Be careful where you're reading and writing memory from/to

Take a short glimpse at the 'H7 bus matrix:

Note that the DMA1 bus cannot access certain peripherals, such as the data tightly-coupled memory (DTCM) region, which starts at 0x20000000, typically where you put all data that you want to have very quick read/write access to. Since I migrated from the 'F1 and 'F4, the legacy HAL code had been agnostic to any bus access limitations, so every time the DMA request tried to transfer data from audio buffers into DHR, a transfer error occurred which was eternally puzzling. Placing the audio buffers in AXI SRAM was the simplest solution, related StackExchange question I wrote here.

Choosing, and configuring which timer will drive our DAC

After some minor comprehensive analysis of the difference between the similarly grouped general-purpose timers which have some crucial functional differences that somebody may desire, it became evident that there's no purpose in using timers with more extensive capabilities, and as long as the timer is capable of producing a 22.05kHz clock with minimal jitter it should suffice. So, I chose to use the basic timer group, since it also allows selection of the trigger output mode necessary for interfacing with the DAC. The only problem left is the selection of the auto-reload/pre-scaler values which when enabled will generate overflow/update events at a desired frequency.

Note: The auto-reload register (ARR) refers to the value the timer will restart counting down/up from when it overflows. The pre-scaler (PSC) register sets the value by which the timer's actual clock is divided.

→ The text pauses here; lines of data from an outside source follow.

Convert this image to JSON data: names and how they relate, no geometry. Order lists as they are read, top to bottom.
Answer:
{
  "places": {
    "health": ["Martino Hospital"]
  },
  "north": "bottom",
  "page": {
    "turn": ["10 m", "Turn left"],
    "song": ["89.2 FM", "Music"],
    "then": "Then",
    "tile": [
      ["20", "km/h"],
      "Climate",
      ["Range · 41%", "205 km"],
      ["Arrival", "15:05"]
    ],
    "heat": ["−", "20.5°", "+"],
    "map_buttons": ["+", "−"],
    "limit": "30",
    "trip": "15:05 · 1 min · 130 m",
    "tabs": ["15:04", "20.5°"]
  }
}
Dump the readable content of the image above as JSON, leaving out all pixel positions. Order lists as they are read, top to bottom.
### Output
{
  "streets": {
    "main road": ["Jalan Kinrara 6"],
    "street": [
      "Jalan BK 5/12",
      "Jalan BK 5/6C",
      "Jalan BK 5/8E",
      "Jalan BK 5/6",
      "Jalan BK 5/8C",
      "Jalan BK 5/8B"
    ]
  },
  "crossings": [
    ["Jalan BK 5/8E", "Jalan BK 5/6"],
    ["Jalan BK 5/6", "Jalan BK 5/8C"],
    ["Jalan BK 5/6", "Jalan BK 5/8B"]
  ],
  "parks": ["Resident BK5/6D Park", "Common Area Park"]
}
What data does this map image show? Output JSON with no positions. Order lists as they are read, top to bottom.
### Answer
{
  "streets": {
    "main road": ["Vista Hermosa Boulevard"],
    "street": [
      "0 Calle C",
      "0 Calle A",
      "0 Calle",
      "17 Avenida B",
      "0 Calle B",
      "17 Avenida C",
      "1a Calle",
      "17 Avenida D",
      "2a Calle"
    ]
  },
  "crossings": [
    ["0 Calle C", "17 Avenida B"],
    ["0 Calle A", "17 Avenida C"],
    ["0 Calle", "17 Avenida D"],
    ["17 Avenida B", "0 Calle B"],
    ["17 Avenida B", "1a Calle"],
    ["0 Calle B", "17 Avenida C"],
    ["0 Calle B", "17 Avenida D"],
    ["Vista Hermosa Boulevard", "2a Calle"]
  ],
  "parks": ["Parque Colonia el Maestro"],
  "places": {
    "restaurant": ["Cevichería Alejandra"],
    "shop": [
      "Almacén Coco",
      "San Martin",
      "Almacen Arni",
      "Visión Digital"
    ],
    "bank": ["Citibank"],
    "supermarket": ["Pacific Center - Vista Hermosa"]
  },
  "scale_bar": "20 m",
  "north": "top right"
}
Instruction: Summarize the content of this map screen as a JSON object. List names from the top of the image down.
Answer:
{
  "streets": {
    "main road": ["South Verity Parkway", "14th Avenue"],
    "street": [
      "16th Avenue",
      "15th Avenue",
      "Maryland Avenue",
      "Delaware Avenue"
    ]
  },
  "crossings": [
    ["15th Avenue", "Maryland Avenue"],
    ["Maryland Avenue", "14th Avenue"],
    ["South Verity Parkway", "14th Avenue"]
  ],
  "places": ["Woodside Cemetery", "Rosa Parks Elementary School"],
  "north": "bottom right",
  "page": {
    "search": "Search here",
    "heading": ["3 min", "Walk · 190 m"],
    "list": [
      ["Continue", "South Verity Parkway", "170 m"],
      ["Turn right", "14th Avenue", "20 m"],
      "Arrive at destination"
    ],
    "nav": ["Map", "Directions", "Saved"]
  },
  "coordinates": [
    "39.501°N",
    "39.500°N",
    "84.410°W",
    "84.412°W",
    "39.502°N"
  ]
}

Calculating the update frequency

Our update frequency is the rate at which the timer will overflow, contextually adjacent to our audio sampling rate. Absorb the given formula for a moment: $f_\text{OVERFLOW} = \frac{f_\text{TIMx}}{(\text{ARR} + 1)(\text{PSC} + 1)}$ --and: $f_{\text{TIMx}} = n*f_\text{HCLK},~n=2~\text{iff.}~(\text{D2PPRE1} \geq 4)~\text{otherwise}~1$ Working from $f_\text{TIMx}$, this obscure constraint on $n$ is derived from the fact that the timer clock frequency may be either equal to the bus' clock which drives the timer, or double its frequency:

Deriving $f_\text{HCLK}$ is a separate exercise covered in prior discussions which simply involves taking a look at the product datasheet, and calculating the derived bus clock frequencies using the pre-scalers given in the RCC register.

So, then we could let $f_\text{OVERFLOW} = 22050$, and work our way backwards determining a set of constraints on ARR and PSC including the fact they're 16-bit registers--but that's not really practical, and albeit as a mental exercise it's interesting, there is a simpler solution. Let PSC be zero, and we just have: $\begin{aligned} 22050 &= \frac{f_\text{TIMx}}{ARR + 1} \\ \to ARR &= \frac{f_\text{TIMx}}{22050} - 1 \end{aligned}$ From what I've gathered, it seems better to have a smaller pre-scaler (and thus larger auto-reload value) so that our timer is more granularly clocked. Intuition seems to agree: if we have a wider auto-reload value, then it's probably going to be more accurate if we want to detect half-transfers, or anything of the likes. We're not checking for half-transfers from memory-to-DAC, so it likely doesn't matter for such a simple application, but nonetheless a worthwhile consideration to reduce jitter.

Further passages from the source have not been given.